→ Information shown:

☆ ☆ ☆ ☆ ☆

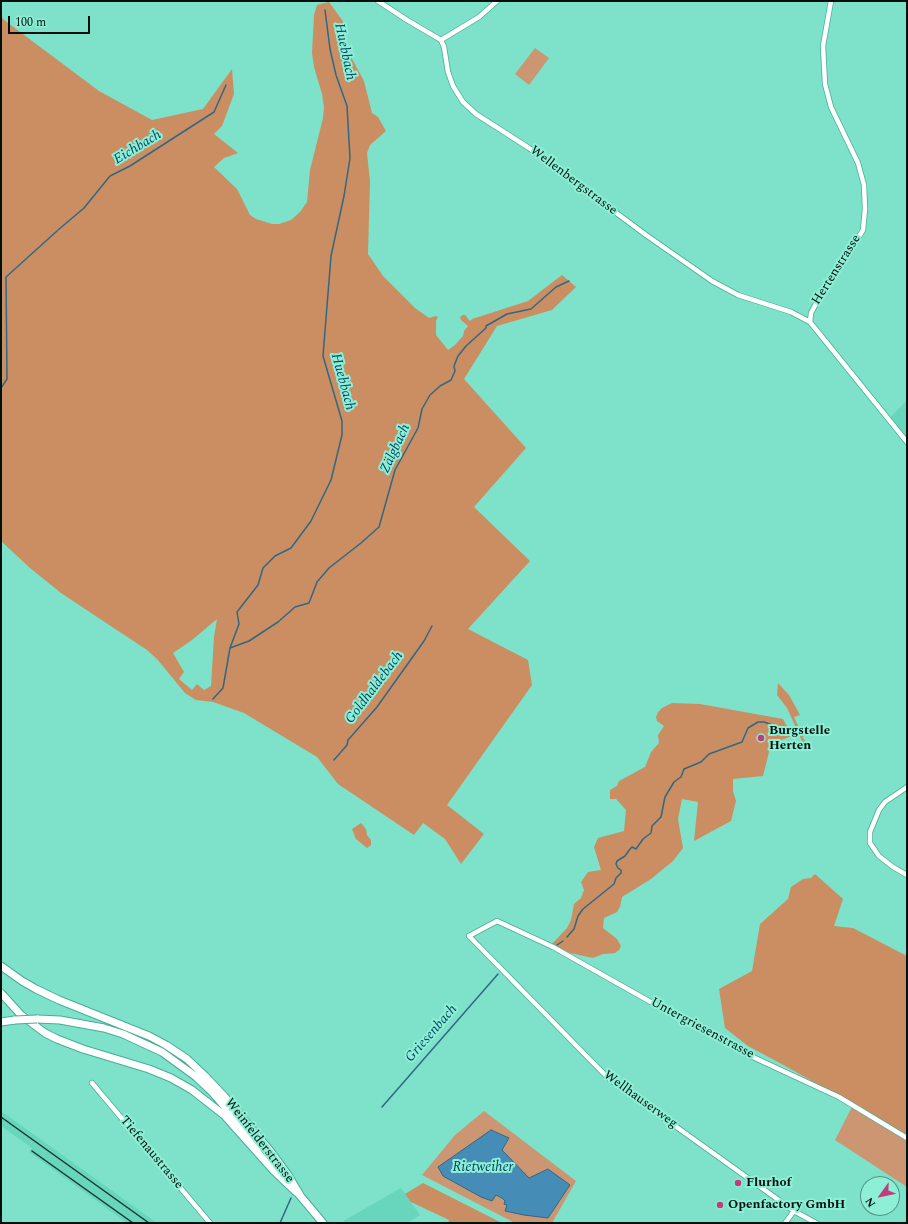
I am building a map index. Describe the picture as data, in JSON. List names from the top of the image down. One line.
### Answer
{"streets":{"main road":["Weinfelderstrasse"],"street":["Wellenbergstrasse","Hertenstrasse","Untergriesenstrasse","Wellhauserweg","Tiefenaustrasse"]},"crossings":[["Wellenbergstrasse","Hertenstrasse"],["Untergriesenstrasse","Wellhauserweg"]],"water":["Huebbach","Eichbach","Zälgbach","Goldhaldebach","Griesenbach","Rietweiher"],"places":["Burgstelle Herten","Flurhof","Openfactory GmbH"],"scale_bar":"100 m","north":"bottom left"}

☆ ☆ ☆ ☆ ☆

→ Aim of the exercise:
With the pictures removed, output the listing above exactly.

→ Task solution:
I am building a map index. Describe the picture as data, in JSON. List names from the top of the image down. One line.
### Answer
{"streets":{"main road":["Weinfelderstrasse"],"street":["Wellenbergstrasse","Hertenstrasse","Untergriesenstrasse","Wellhauserweg","Tiefenaustrasse"]},"crossings":[["Wellenbergstrasse","Hertenstrasse"],["Untergriesenstrasse","Wellhauserweg"]],"water":["Huebbach","Eichbach","Zälgbach","Goldhaldebach","Griesenbach","Rietweiher"],"places":["Burgstelle Herten","Flurhof","Openfactory GmbH"],"scale_bar":"100 m","north":"bottom left"}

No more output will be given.